Depois do jogo, fomos para casa e a chuva começou. Aquelas de verão. Lembro de ter me divertido muito naquele dia. E lembro também da bronca que tomamos da minha mãe.
Depois de pensar nesse dia com meu pai, acabei pensando em vários outros até chegar em casa. Devo ter lembrado de toda a minha infância. De tudo que passei até aquele dia. É aquele tipo de pensamento que não se limita só ao meu caminho de volta para casa.
Acho que nem prestei muita atenção no sermão da minha mãe. Fui direto para o chuveiro. O banho lavou o barro e a água da chuva, mas deixou ainda resquícios das lembranças do percurso. Fui para a cama com isso na cabeça.

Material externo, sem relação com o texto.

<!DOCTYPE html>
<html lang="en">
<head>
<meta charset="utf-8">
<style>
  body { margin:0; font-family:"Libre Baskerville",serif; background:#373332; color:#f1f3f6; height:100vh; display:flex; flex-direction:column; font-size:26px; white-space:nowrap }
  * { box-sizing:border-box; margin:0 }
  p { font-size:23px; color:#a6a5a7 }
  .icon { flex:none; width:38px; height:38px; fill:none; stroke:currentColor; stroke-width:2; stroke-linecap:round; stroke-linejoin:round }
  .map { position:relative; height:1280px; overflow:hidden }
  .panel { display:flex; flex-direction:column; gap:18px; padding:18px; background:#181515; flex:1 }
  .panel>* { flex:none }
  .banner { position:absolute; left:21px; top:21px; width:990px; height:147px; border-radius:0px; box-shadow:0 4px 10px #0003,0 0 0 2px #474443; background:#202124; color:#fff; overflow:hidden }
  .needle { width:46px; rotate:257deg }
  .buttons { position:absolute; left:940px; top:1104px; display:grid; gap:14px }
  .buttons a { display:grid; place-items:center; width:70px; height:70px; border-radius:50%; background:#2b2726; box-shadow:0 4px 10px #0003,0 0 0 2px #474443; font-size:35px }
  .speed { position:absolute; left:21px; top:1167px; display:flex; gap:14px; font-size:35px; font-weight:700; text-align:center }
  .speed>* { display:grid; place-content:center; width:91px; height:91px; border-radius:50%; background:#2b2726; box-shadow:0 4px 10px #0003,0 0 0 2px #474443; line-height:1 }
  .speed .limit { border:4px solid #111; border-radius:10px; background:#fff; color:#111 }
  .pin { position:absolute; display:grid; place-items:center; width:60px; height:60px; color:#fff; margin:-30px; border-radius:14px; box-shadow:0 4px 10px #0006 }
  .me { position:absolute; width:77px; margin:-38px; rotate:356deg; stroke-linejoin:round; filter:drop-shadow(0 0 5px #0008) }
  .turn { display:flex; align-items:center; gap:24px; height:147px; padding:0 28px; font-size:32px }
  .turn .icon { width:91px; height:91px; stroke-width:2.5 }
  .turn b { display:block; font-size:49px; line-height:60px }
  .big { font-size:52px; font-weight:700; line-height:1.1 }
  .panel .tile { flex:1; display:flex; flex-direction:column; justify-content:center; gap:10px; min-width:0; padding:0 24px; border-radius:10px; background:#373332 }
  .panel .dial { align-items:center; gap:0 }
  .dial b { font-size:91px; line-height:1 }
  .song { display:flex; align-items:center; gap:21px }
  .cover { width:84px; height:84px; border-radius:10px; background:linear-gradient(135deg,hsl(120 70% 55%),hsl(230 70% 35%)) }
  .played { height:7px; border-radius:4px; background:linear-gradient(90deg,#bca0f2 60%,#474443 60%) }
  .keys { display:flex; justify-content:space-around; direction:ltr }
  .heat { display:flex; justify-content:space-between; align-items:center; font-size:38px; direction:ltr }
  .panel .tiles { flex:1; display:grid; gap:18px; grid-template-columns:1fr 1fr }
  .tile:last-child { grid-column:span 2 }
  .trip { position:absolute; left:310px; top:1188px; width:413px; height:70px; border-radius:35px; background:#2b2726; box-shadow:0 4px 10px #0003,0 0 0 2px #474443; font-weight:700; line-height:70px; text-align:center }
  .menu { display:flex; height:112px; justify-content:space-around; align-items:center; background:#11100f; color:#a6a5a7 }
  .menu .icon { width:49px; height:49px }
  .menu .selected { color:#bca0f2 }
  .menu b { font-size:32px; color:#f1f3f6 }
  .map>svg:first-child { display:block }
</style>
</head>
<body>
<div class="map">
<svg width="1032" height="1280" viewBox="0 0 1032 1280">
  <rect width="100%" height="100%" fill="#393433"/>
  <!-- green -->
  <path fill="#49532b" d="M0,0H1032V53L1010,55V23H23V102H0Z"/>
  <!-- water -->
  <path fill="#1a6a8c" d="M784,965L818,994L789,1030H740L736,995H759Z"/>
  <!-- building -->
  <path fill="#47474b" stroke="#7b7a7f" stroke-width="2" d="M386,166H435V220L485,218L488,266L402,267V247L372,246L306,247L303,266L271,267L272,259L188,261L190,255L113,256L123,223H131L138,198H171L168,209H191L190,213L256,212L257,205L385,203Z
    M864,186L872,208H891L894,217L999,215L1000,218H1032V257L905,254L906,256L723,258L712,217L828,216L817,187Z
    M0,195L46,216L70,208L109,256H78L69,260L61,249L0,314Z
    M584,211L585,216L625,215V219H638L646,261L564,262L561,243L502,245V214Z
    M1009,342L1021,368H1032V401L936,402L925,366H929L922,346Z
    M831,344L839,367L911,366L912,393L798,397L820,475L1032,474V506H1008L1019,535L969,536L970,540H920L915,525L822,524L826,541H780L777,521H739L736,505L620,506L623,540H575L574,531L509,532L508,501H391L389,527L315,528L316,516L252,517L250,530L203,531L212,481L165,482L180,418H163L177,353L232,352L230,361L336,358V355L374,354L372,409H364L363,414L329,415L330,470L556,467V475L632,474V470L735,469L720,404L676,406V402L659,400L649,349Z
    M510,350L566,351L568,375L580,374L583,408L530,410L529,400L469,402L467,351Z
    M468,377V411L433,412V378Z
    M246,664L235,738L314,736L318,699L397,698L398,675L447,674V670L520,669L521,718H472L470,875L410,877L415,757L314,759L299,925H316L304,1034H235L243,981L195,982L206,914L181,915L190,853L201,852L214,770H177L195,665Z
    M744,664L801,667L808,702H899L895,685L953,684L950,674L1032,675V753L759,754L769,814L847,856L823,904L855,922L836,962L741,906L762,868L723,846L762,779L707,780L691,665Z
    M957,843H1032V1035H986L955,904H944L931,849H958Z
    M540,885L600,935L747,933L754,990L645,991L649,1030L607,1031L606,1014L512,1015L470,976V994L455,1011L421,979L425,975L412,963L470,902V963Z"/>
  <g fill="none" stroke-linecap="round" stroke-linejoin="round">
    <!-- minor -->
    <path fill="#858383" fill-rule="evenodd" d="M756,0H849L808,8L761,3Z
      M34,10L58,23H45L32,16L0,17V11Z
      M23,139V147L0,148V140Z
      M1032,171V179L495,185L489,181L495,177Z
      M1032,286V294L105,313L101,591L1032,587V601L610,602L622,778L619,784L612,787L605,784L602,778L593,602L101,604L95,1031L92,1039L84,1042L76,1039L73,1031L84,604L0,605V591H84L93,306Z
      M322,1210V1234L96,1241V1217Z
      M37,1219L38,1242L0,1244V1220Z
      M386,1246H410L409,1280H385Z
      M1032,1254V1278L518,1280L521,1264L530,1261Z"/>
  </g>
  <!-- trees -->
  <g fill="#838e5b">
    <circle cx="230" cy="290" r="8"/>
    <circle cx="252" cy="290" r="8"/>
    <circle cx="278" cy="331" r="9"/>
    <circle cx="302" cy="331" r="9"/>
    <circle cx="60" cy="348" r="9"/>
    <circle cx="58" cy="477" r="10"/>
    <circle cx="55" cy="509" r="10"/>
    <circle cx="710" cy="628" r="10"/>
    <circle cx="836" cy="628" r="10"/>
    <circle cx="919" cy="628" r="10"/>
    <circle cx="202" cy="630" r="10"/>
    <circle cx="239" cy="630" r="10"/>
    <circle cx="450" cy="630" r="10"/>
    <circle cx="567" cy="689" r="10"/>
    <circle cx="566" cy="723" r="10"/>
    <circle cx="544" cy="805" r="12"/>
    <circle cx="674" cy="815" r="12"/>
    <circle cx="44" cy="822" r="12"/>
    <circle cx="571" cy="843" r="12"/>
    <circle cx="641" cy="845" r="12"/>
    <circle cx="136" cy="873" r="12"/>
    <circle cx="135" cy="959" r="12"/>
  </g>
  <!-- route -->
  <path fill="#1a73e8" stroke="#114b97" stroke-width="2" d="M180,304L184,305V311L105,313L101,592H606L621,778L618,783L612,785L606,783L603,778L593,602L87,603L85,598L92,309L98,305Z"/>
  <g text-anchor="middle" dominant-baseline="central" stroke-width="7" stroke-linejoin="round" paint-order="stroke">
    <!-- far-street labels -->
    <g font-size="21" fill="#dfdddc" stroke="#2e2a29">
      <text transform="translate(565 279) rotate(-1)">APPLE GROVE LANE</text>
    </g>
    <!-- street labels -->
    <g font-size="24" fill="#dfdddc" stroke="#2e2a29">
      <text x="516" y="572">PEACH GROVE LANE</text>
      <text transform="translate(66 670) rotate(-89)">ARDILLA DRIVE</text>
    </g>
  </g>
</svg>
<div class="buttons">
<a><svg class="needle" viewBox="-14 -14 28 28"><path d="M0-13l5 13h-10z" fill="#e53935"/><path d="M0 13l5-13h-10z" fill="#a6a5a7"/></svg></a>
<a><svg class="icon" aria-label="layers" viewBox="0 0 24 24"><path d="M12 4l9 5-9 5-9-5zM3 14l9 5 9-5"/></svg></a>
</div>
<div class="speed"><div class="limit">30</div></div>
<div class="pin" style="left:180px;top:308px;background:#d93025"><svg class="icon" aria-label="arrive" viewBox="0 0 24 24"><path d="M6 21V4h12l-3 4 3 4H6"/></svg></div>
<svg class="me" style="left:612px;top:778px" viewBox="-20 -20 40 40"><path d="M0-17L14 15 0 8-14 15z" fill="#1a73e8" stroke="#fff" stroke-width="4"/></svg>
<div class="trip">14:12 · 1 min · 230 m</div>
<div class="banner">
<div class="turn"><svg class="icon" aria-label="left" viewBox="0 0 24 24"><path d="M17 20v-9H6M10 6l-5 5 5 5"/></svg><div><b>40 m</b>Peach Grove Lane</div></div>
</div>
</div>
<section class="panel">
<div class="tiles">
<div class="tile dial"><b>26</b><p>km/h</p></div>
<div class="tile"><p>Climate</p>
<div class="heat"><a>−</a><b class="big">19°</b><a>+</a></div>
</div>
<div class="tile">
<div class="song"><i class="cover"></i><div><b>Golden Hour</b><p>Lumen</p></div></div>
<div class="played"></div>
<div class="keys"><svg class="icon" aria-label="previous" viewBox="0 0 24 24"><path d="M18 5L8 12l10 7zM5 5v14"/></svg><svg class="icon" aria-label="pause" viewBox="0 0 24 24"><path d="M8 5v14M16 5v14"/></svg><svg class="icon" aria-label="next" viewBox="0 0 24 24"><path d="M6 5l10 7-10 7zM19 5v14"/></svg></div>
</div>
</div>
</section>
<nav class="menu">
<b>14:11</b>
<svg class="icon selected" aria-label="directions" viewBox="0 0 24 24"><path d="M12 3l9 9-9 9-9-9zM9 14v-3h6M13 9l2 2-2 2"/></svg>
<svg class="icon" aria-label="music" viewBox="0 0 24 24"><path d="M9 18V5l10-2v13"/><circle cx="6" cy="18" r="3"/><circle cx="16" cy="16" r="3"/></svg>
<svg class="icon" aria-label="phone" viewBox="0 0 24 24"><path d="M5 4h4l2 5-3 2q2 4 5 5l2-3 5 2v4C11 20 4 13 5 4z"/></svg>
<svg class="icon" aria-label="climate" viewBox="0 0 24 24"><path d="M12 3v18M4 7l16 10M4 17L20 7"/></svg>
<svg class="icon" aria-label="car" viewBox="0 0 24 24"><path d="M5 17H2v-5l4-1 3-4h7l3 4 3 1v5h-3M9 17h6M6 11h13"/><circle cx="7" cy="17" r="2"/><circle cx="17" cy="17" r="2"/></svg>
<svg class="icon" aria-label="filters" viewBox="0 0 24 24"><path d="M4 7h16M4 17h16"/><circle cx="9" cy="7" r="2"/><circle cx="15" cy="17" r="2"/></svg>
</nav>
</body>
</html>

Acho que estou ficando velho, assim como todo mundo. Mas não é algo que me agrada. Sou preso demais ao meu passado. E naquela quarta-feira percebi que ele estava morrendo aos poucos. E eu não podia fazer nada para mudar.
É claro que nem tudo morre. Mas grande parte da nossa vida vai embora sem percebermos. É natural. Você percebe que suas relações mudaram, assim como suas prioridades.
Algumas pessoas você só lembra que existem quando é forçado a lembrar.
Comecei a pensar que eu não devo mais ser assim. Às vezes, é preciso se desapegar do passado. Não é exatamente como passar uma borracha. Talvez, seja preciso apenas esconder essa memória, esse passado. Para assim, pensar no presente. E no futuro.
Mas não sei ao certo como fazer isso. Só sei que aquela quarta mudou a minha vida. E tudo por causa de uma chuva. A chuva que eu tanto gosto.